If you can still remember the first days of this war, Israel’s strategy was first and foremost to dismember this country. The network of roads and bridges in the south was practically all destroyed. Communication between the south’s three main areas (or sections) was rendered very impracticable, but the roads linking the south to the capital Beirut were entirely severed. Saida and Beirut were usually a 20 to 30 minute drive apart, linked by a highway along the coast. Now the safe passage to Saida goes through the mountains that oversee that coast line. It’s a three-and-a-half hour long drive. Since the war began, people in the south have been forced out of their homes, home by home, hunted down by F-16 planes, car by car, family by family, to each a shell, sometimes two. As such ,Saida has transformed into a hub for southerners fleeing death and devastation.
If Akram’s absence has been palpable, he certainly has been present in how I imagined he would have witnessed the transformation of Beirut and, surely, Saida. Everytime I took note of the small, discreet changes that have taken place in Beirut, in my mind, I have reported them to Akram. I was lonesome for sharing our shared obsession for archiving the mundane, for compiling empirical and anthropological notes of the quotidian around us.

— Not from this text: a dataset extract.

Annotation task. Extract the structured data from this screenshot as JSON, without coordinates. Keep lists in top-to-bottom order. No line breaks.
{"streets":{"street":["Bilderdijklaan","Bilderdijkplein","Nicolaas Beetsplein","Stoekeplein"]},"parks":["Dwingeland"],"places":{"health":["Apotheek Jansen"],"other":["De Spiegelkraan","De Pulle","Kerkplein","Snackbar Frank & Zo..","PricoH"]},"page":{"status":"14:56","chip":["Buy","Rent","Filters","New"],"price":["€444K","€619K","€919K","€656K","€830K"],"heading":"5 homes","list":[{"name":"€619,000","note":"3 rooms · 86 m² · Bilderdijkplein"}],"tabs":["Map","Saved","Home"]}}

I admit that a few days ago, in a fit of selfishness, I wrote to him and suggested he should come back. (I am everyday more and more aware of how fragile I become under siege.) My arguments were pompous, they did not mask well my purely selfish longing for him.
Throughout the war, shelling, siege, grief and sorrow, the bougainvillea have been in full, glorious bloom. Their colors are dizzying in their intensity: purplish red, boastfull fuschia, glaring white, and sometimes canary yellow. Most of the time, their bloom, which is the objective outcome of “natural” factors, namely, access to water, sun, heat, and even perhaps wind, has irritated me. Everything has changed in this time of war, except the full glorious bloom of the bougainvillea. Other flowering trees have wilted, or shied, as their franchised gardners or patrons no longer operate on the same schedule or have evacuated on the ships of the bi-nationals. On the road to Saida, I was struck, irked and even upset at the bougainvillea full bloom. From between their abundant leaves and flowers, vignettes of the ravages appeared. Bridges torn in their midst framed by the purple and fuschia bloom of the bougainvillea.

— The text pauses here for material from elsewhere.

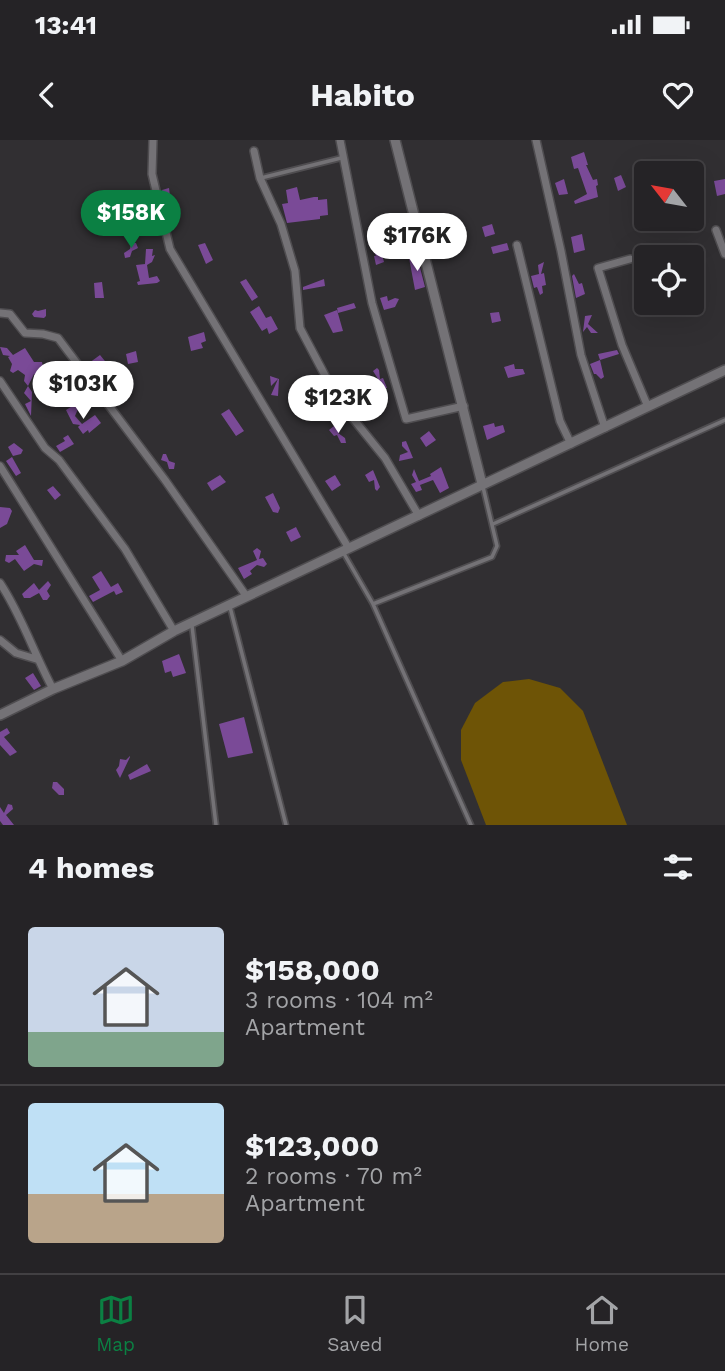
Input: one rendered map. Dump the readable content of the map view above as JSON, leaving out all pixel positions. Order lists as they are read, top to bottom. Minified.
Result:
{"north":"top left","page":{"status":"13:41","header":"Habito","price":["$158K","$176K","$103K","$123K"],"heading":"4 homes","list":[{"name":"$158,000","note":"3 rooms · 104 m² · Apartment"},{"name":"$123,000","note":"2 rooms · 70 m² · Apartment"}],"tabs":["Map","Saved","Home"]}}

The Road to Saida: Trekking the Coast
Maher went to Saida and came back and told me I ought to go. I thought I would go to find Akram, the world where a lot of things that are very meaningful to Akram dwell. I wrote to him and confessed I was planning to visit Saida because I missed him so much. I described it, in my cruel selfishness, as an “act of love”. Instead of sending me instructions as to guide my act of love, he gave me a phone number for Ziad, a photographer, video artist and filmmaker. Ziad too is from Saida. He now lives in Paris where he is pursuing some sort of a degree, but is very much the son of Saida’s priviliges and the son of Saida’s streets. Ziad happened to be in Saida on a visit when the war broke out.

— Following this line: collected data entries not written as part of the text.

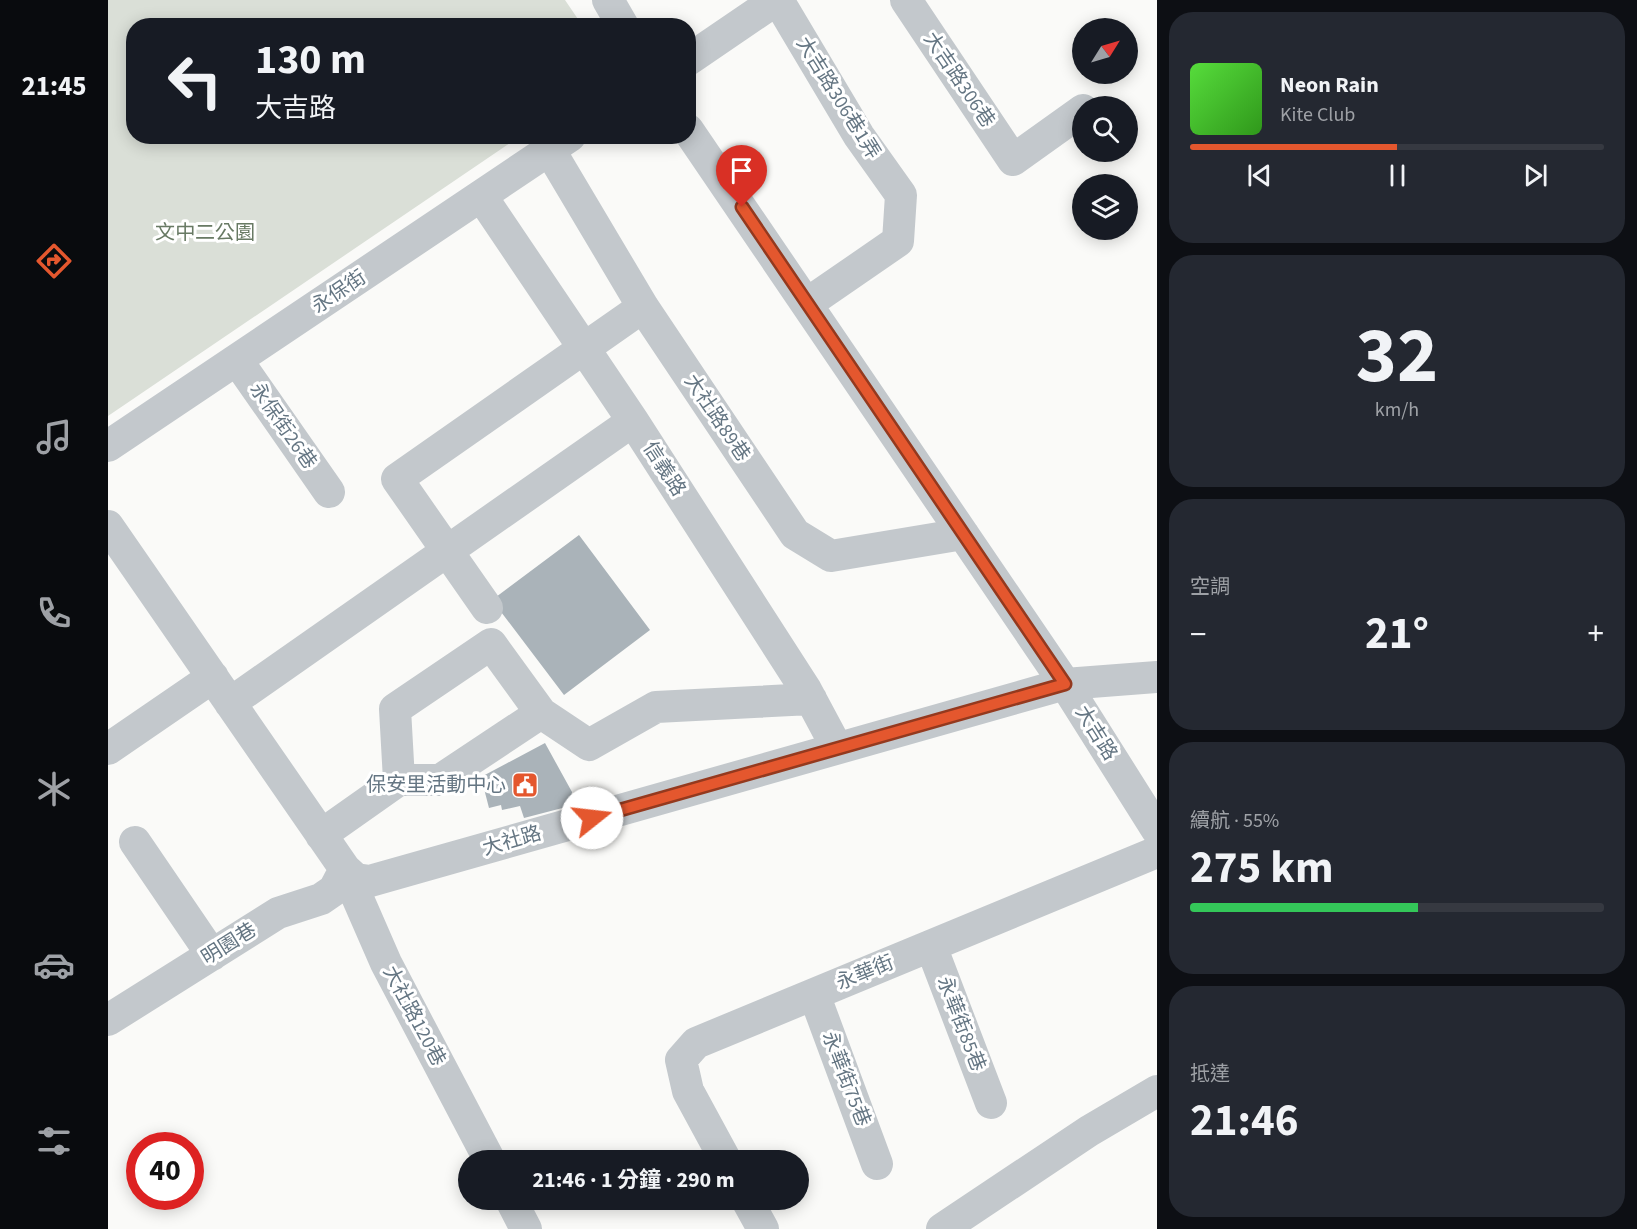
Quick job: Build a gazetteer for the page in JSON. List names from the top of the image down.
{
  "streets": {
    "street": [
      "大吉路306巷",
      "大吉路306巷1弄",
      "永保街",
      "大社路89巷",
      "永保街26巷",
      "信義路",
      "大吉路",
      "大社路",
      "明園巷",
      "永華街",
      "大社路120巷",
      "永華街85巷",
      "永華街75巷"
    ]
  },
  "crossings": [
    ["大吉路306巷1弄", "大吉路"],
    ["永保街", "永保街26巷"],
    ["永保街", "信義路"],
    ["大社路89巷", "大吉路"],
    ["信義路", "大社路"],
    ["大吉路", "大社路"],
    ["大社路", "明園巷"],
    ["大社路", "大社路120巷"],
    ["明園巷", "大社路120巷"],
    ["永華街", "永華街85巷"],
    ["永華街", "永華街75巷"]
  ],
  "parks": ["文中二公園"],
  "places": {
    "public building": ["保安里活動中心"]
  },
  "north": "top right",
  "page": {
    "tabs": "21:45",
    "turn": ["130 m", "大吉路"],
    "song": ["Neon Rain", "Kite Club"],
    "tile": [
      ["32", "km/h"],
      "空調",
      ["續航 · 55%", "275 km"],
      ["抵達", "21:46"]
    ],
    "heat": ["−", "21°", "+"],
    "limit": "40",
    "trip": "21:46 · 1 分鐘 · 290 m"
  }
}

Israel had given us two days, forty eight hours of no airstrikes on the south to allow inhabitants in the “zones of combat” to flee from sure death (as per Qana). Yesterday was the second half of these 24 hours. I thought it would be the least unsafe opportunity. And after making a set of phone calls, I set forth on my journey. Maher wanted Ziad to film my trek through the city for his website.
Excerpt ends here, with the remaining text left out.